Saturday, December 11, 2021
When I wrote the short piece, “Will Workers’ Compensation Work in a Mega-Risk World,” I did not have exactly in mind the overnight death of workers’ at an Amazon facility resulting from freakish (or maybe not so freakish) tornados in mind. But I had something like that in mind: I suspect that pandemics and climate change are related. The families of those workers killed will seek compensation. They will likely have access to a variety of benefits systems. And they will likely be woefully undercompensated. To the extent anything like the negligent construction of the Amazon warehouse, or negligent handling of the aftermath of the calamity begins to surface, we will hear cries that Amazon should be immune from liability as a matter of law because the event was unforeseeable (tornados in December?)—a claim you can believe if you like, but one that loses force the second time around (and I have no doubt there will be a second time around). On the workers’ compensation side of the equation, the defense argument may be that the workplace did not increase the risk of dying because of this “Act of God.” The argument would “work” in some states, but not work in others. I have written about an expanded conception of workers’ compensation causation here (forthcoming in 2022 in the San Diego Law Review).
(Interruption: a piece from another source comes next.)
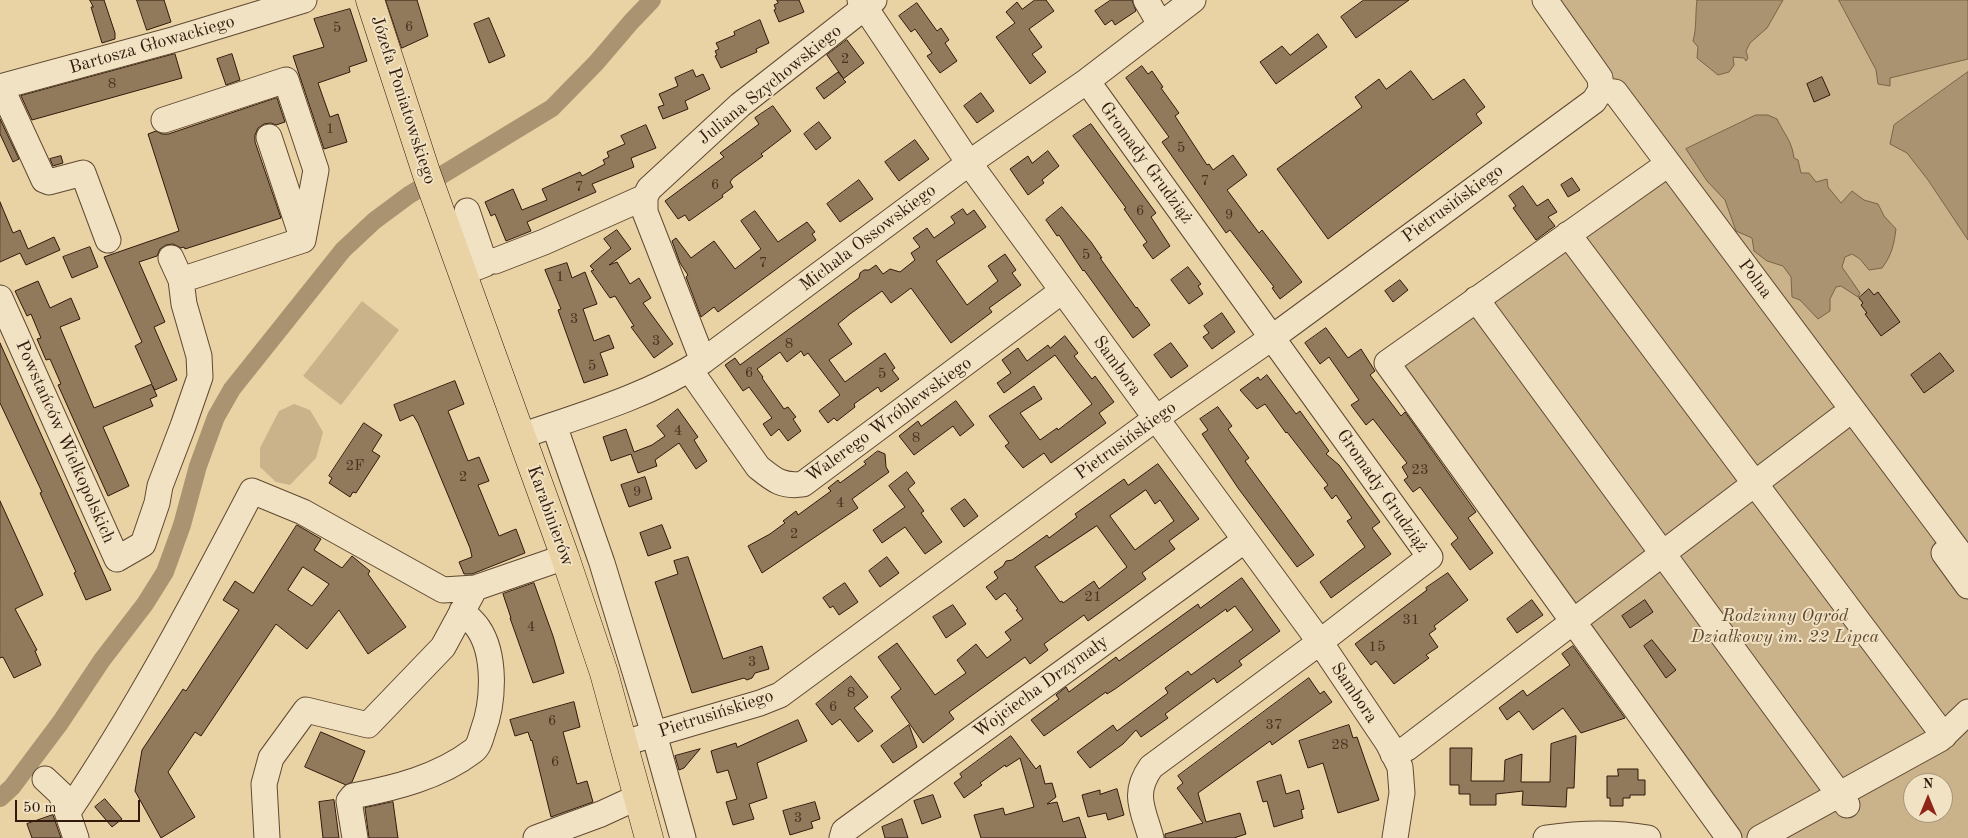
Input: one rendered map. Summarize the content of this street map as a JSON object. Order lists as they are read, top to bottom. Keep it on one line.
{"streets":{"main road":["Józefa Poniatowskiego","Karabinierów"],"street":["Bartosza Głowackiego","Juliana Szychowskiego","Gromady Grudziąż","Pietrusińskiego","Michała Ossowskiego","Polna","Sambora","Walerego Wróblewskiego","Powstańców Wielkopolskich","Wojciecha Drzymały"]},"crossings":[["Juliana Szychowskiego","Sambora"],["Józefa Poniatowskiego","Karabinierów"],["Gromady Grudziąż","Pietrusińskiego"],["Gromady Grudziąż","Michała Ossowskiego"],["Gromady Grudziąż","Sambora"],["Pietrusińskiego","Polna"],["Pietrusińskiego","Sambora"],["Pietrusińskiego","Karabinierów"],["Michała Ossowskiego","Sambora"],["Michała Ossowskiego","Walerego Wróblewskiego"],["Michała Ossowskiego","Karabinierów"],["Sambora","Walerego Wróblewskiego"],["Sambora","Wojciecha Drzymały"]],"parks":["Rodzinny Ogród Działkowy im. 22 Lipca"],"house_numbers":["6","5","2","8","1","5","7","6","7","6","9","5","7","1","3","3","8","5","6","5","4","8","2F","23","2","9","4","2","21","31","4","15","3","8","6","6","37","28","6","3"],"scale_bar":"50 m","north":"top"}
My colleague Judge David Torrey wrote on this blog back on November 14 about the impending 50th Anniversary of the National Commission on Workmen’s Compensation that issued a report in 1972 after receiving an investigative mandate in the OSH Act of 1970. I will have a great deal to say about that report soon. Its genesis, in a nutshell, was undercompensation, and I’ll be writing in subsequent posts and articles about how the Federal government and the Council of State Governments understood, as early as 1955, and as reflected in several intragovernmental reports I’ll be analyzing, that undercompensation both shifts the costs of injury in unpredictable ways and provokes structural introspection and arguments for reform or more than reform.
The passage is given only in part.